• heterozygosity;
  • malaria;
  • microsatellite;
  • Plasmodium falciparum;
  • stepwise mutation


Microsatellite loci are generally assumed to evolve via a stepwise mutational process and a battery of statistical techniques has been developed in recent years based on this or related mutation models. It is therefore important to investigate the appropriateness of these models in a wide variety of taxa. We used two approaches to examine mutation patterns in the malaria parasite Plasmodium falciparum: (i) we examined sequence variation at 12 tri-nucleotide repeat loci; and (ii) we analysed patterns of repeat structure and heterozygosity at 114 loci using data from 12 laboratory parasite lines.

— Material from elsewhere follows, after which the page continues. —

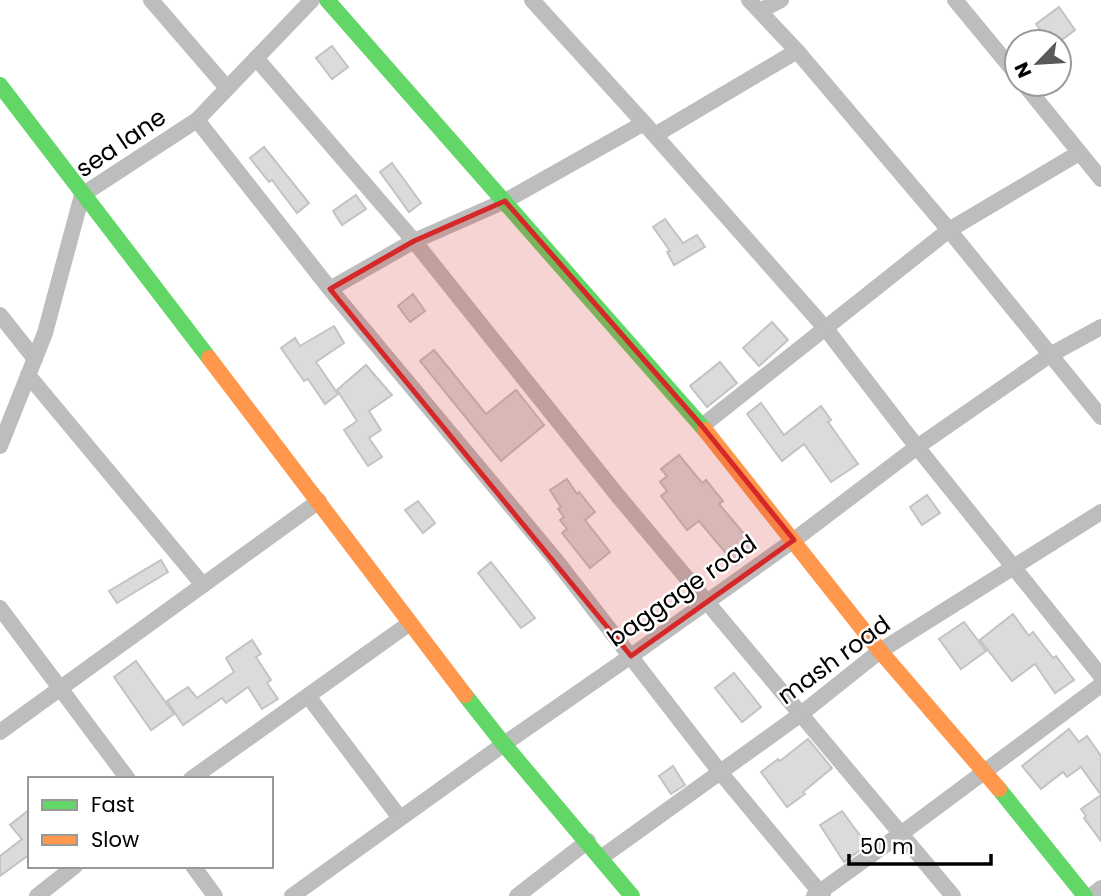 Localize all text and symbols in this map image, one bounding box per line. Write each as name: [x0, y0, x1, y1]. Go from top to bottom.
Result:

The sequencing study revealed complex patterns of mutation in five of the 12 loci studied. Alleles at two loci contain indels of 24 bp and 57 bp in flanking regions, while in the other three loci, blocks of imperfect microsatellites appear to be duplicated or inserted; these loci essentially consist of minisatellite repeats, with each repeat unit containing four to eight microsatellites. The survey of heterozygosity revealed a positive relationship between repeat number and microsatellite variability for both di- and trinucleotides, indicating a higher mutation rate in loci with longer repeat arrays. Comparisons of levels of variation in different repeat types indicate that the mutation rate of dinucleotide-bearing loci is 1.6–2.1 times faster than trinucleotides, consistent with the lower mean number of repeats in trinucleotide-bearing loci. However, despite the evidence that microsatellite arrays themselves are evolving in a manner consistent with stepwise mutation model in P. falciparum, the high frequency of complex mutations precludes the use of analytical tools based on this mutation model for many microsatellite-bearing loci in this protozoan. The results call into question the generality of models based on stepwise mutation for analysing microsatellite data, but also demonstrate the ease with which loci that violate model assumptions can be detected using minimal sequencing effort.